If a line of the records holds the word "Keep", copy it out.

==============================

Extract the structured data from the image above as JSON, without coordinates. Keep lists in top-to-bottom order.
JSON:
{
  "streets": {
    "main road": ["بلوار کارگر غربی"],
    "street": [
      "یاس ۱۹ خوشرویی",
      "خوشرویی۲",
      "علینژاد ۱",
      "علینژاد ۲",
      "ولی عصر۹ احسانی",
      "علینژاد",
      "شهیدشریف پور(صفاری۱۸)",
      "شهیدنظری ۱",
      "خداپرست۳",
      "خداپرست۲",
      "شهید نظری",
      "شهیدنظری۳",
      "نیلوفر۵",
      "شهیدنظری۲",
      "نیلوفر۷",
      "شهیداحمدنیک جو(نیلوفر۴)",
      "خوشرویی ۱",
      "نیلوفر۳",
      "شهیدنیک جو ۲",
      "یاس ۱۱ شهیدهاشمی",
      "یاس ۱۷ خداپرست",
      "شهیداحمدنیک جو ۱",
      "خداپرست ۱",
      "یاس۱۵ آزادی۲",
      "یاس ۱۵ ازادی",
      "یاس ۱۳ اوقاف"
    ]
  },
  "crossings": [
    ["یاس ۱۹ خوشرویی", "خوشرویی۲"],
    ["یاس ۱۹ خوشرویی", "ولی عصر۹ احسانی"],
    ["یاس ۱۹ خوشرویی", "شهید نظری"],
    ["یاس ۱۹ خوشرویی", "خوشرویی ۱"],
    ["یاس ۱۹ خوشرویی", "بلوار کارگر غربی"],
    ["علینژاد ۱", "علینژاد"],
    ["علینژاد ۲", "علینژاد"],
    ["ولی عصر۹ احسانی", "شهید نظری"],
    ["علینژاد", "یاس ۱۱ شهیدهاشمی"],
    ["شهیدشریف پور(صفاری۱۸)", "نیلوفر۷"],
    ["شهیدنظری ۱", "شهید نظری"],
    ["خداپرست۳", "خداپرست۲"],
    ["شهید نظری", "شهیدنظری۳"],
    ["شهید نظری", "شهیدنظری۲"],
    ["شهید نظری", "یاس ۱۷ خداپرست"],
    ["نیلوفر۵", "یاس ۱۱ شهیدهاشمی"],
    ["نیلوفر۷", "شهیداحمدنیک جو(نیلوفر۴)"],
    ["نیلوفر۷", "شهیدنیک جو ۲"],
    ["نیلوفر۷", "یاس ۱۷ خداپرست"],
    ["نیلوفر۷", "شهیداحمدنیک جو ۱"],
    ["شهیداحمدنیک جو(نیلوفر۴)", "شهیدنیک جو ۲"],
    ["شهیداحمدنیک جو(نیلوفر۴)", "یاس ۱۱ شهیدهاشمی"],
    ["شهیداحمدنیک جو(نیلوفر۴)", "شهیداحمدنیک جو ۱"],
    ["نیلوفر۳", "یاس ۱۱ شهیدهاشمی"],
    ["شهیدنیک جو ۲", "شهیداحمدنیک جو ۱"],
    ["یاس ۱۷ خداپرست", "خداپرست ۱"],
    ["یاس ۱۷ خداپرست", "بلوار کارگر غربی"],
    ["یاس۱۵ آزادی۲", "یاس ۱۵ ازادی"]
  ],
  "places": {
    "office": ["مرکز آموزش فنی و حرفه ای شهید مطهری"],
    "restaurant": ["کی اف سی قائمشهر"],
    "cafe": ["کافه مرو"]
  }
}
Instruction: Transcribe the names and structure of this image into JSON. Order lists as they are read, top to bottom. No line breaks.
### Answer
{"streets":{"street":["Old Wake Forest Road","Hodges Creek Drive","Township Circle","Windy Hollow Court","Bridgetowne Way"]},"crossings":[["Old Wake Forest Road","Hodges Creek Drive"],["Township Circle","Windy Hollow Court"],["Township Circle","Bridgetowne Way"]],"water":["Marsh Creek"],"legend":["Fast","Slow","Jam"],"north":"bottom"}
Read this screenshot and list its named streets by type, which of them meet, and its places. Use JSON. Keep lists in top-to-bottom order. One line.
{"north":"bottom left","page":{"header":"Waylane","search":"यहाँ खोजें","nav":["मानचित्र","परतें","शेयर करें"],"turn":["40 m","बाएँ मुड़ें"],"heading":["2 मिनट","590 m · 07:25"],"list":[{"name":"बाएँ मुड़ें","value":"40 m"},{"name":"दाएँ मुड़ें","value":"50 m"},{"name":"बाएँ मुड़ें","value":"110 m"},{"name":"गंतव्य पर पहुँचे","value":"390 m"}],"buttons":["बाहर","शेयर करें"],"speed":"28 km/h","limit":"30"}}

==============================

§ Task response:
Extract the structured data from the image above as JSON, without coordinates. Keep lists in top-to-bottom order.
Read this screenshot and list its named streets by type, which of them meet, and its places. Use JSON. Keep lists in top-to-bottom order. One line.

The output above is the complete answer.